____ EXTRACTED INFORMATION

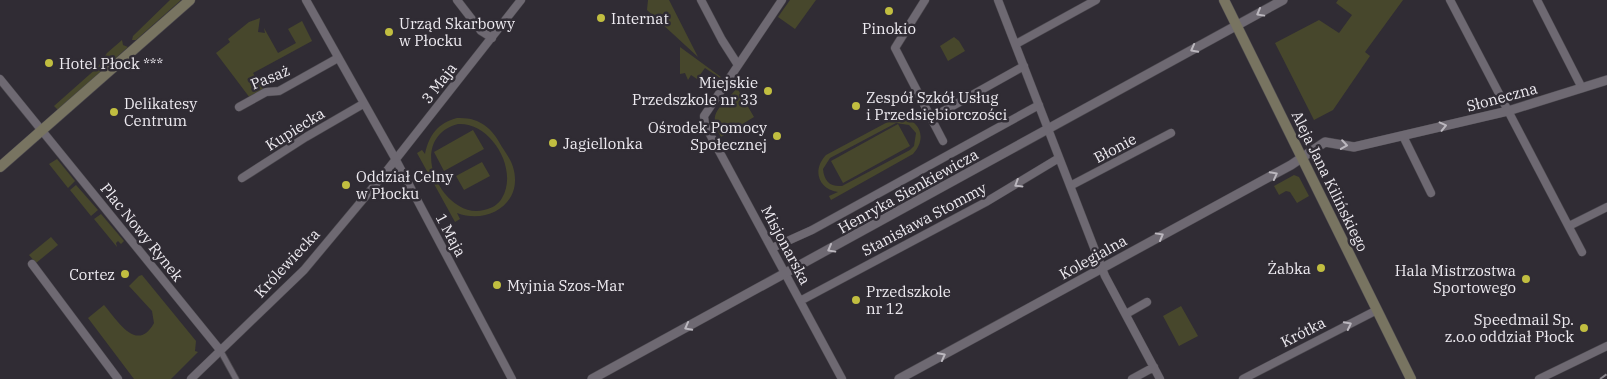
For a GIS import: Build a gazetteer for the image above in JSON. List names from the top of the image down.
{
  "streets": {
    "main road": ["Aleja Jana Kilińskiego"],
    "street": [
      "Pasaż",
      "3 Maja",
      "Słoneczna",
      "Kupiecka",
      "Błonie",
      "Henryka Sienkiewicza",
      "Stanisława Stommy",
      "Plac Nowy Rynek",
      "1 Maja",
      "Misjonarska",
      "Kolegialna",
      "Królewiecka",
      "Krótka"
    ]
  },
  "crossings": [
    ["Pasaż", "1 Maja"],
    ["3 Maja", "1 Maja"],
    ["3 Maja", "Królewiecka"],
    ["Słoneczna", "Kolegialna"],
    ["Kupiecka", "1 Maja"],
    ["Aleja Jana Kilińskiego", "Henryka Sienkiewicza"],
    ["Aleja Jana Kilińskiego", "Kolegialna"],
    ["Aleja Jana Kilińskiego", "Krótka"],
    ["Henryka Sienkiewicza", "Misjonarska"],
    ["Stanisława Stommy", "Misjonarska"],
    ["Plac Nowy Rynek", "Królewiecka"],
    ["1 Maja", "Królewiecka"]
  ],
  "one_way": ["Słoneczna", "Kolegialna", "Krótka"],
  "places": [
    "Pinokio",
    "Internat",
    "Urząd Skarbowy w Płocku",
    "Hotel Płock ***",
    "Miejskie Przedszkole nr 33",
    "Zespół Szkół Usług i Przedsiębiorczości",
    "Delikatesy Centrum",
    "Ośrodek Pomocy Społecznej",
    "Jagiellonka",
    "Oddział Celny w Płocku",
    "Żabka",
    "Cortez",
    "Hala Mistrzostwa Sportowego",
    "Myjnia Szos-Mar",
    "Przedszkole nr 12",
    "Speedmail Sp. z.o.o oddział Płock"
  ]
}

________

→ TASK ITEM
Above are the entries; copy out every line among them that contains the word "Płocku".

→ EXERCISE ANSWER
    "Urząd Skarbowy w Płocku",
    "Oddział Celny w Płocku",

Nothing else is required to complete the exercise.